Oren Lion: Yeah, I had a question about the proactive roadmap, I guess you could say... Today I'll get an alert, and then I check recommendations, and we implement recommendations... There's some spike budget within Grafana to absorb that. But do you have some plans for an autopilot where you're like "Okay, Grafana, just apply these as they happen, find some way to inform us, and then if we need to disaggregate or get metrics back, we know where to find the place to do that"?

Patrick Oyarzun: There's a few different things we've talked about. So as far as the immediate question of an autopilot type thing... So the way we do that is basically it's a part of our normal CI pipelines. We have a cron job that pulls the latest recommendations, and updates what is our source of truth, which is a file in a Git repo, which is our source of truth for our current rules. And then the pipeline rolls that out.

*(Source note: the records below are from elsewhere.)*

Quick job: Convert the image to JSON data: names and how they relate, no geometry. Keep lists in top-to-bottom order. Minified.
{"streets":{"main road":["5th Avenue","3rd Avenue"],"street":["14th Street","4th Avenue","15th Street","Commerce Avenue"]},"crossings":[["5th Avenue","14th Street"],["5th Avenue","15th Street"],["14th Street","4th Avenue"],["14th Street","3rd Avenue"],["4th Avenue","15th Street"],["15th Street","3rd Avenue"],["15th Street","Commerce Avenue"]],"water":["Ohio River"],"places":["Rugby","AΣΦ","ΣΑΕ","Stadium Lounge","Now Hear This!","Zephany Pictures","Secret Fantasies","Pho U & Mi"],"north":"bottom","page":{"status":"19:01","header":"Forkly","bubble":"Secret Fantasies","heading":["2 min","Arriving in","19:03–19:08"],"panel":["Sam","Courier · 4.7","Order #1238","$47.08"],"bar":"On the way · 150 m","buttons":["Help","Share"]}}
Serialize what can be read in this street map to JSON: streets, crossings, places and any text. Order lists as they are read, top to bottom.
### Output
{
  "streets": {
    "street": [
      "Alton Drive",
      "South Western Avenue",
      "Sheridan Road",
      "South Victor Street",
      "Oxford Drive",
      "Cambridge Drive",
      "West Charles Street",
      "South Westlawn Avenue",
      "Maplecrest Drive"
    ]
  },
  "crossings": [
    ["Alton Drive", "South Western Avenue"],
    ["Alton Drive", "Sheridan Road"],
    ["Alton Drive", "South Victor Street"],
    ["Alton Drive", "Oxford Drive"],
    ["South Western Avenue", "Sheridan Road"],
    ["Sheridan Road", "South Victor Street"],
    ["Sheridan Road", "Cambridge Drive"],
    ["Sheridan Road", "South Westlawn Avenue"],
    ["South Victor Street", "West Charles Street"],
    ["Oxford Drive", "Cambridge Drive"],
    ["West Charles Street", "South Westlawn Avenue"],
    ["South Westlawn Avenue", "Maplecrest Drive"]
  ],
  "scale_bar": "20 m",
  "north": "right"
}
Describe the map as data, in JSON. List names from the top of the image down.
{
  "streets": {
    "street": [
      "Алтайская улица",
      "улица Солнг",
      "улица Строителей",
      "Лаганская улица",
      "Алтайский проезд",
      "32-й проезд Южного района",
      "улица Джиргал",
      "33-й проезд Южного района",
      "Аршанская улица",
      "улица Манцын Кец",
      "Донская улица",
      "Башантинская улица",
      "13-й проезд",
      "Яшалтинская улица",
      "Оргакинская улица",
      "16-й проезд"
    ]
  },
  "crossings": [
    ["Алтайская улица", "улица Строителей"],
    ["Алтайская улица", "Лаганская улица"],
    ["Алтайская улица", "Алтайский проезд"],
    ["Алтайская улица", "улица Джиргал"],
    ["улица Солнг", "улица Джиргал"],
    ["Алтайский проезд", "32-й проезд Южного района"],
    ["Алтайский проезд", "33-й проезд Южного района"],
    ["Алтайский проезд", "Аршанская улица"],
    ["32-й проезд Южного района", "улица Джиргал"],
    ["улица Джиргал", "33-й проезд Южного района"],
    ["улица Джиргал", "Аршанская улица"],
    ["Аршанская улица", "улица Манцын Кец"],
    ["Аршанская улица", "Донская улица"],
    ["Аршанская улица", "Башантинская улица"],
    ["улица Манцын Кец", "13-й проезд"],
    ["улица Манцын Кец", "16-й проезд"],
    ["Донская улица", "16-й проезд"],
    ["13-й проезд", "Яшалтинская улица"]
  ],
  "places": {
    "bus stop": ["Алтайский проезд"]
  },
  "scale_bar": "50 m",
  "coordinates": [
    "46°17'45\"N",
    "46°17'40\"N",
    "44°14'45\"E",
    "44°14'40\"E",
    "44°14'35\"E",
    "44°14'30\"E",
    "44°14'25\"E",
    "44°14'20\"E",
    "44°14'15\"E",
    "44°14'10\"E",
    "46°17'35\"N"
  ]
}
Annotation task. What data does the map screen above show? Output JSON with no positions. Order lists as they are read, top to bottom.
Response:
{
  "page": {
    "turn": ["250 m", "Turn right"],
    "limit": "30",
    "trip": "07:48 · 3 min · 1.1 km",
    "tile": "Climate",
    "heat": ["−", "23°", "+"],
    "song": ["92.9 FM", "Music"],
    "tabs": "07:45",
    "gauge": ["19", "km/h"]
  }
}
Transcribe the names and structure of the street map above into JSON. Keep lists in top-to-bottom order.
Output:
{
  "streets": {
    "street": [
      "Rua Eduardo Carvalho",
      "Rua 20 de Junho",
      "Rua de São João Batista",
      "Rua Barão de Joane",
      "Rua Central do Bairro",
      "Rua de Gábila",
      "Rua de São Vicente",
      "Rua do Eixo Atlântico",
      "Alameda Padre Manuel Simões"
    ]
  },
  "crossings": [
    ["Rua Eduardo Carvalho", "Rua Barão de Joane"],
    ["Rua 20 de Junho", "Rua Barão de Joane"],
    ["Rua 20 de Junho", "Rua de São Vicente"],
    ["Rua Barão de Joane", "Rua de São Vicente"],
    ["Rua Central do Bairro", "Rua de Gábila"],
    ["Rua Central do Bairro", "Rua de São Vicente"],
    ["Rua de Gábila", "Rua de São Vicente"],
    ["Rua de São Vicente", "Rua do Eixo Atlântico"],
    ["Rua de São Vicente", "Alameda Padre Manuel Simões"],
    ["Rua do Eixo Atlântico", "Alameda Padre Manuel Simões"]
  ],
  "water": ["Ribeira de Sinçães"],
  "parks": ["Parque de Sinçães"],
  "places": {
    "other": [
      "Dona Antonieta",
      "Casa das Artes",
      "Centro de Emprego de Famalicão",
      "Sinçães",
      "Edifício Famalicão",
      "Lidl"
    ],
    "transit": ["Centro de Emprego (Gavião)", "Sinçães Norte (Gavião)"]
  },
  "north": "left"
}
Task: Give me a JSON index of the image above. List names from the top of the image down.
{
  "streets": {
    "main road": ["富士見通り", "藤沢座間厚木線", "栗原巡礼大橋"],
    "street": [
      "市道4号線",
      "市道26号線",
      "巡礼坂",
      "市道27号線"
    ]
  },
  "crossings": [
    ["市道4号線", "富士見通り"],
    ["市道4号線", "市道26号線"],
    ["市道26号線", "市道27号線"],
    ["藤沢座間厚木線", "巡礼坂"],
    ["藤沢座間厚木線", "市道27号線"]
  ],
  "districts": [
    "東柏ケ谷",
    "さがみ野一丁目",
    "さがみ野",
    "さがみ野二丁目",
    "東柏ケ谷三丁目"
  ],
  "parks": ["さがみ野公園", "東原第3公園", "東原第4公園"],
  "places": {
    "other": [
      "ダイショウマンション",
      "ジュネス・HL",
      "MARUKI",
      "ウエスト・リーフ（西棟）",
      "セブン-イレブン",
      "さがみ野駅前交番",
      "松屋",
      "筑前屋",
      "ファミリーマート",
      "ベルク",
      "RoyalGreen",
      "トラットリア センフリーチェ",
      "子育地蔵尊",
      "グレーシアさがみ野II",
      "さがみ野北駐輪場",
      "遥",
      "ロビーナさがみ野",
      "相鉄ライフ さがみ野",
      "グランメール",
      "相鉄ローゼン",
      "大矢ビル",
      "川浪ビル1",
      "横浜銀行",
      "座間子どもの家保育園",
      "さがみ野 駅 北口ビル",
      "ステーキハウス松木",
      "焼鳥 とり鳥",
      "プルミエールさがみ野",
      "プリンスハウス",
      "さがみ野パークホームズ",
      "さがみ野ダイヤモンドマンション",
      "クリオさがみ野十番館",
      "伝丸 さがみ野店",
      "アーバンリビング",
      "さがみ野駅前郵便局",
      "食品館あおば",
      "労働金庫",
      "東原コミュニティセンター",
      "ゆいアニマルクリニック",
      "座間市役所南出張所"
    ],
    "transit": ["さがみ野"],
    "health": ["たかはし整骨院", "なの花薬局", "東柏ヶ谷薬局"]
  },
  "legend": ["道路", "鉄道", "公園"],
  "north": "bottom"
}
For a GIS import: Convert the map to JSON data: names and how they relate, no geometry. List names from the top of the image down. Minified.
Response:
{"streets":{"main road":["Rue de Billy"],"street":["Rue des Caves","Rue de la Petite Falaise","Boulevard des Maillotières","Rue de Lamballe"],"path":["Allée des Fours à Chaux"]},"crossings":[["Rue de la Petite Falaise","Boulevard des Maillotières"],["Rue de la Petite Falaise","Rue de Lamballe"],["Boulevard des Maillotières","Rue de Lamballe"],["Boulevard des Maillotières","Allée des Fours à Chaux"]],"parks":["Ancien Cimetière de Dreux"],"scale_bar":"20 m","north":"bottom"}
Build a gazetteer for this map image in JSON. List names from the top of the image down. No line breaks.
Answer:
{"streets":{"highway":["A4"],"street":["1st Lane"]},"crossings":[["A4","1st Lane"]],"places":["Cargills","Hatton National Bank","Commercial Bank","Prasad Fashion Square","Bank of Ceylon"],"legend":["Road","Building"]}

We've so far avoided building a UI flow for autopilot... And the reason is mostly because - you know, when you really start to think about it, there's a lot that I would want, at least, and I think most of our customers would want with that, which is knowing when things changed, who changed them, what the impact was, maybe even being able to roll back to a certain known good point... All of these things are already solved by a GitOps-style approach. And so we have this debate internally of, you know, we could spend some amount of time building all of that out and making a really great, first-class experience... Or we could invest that same resource into other features, and basically leave it as "Well, GitOps."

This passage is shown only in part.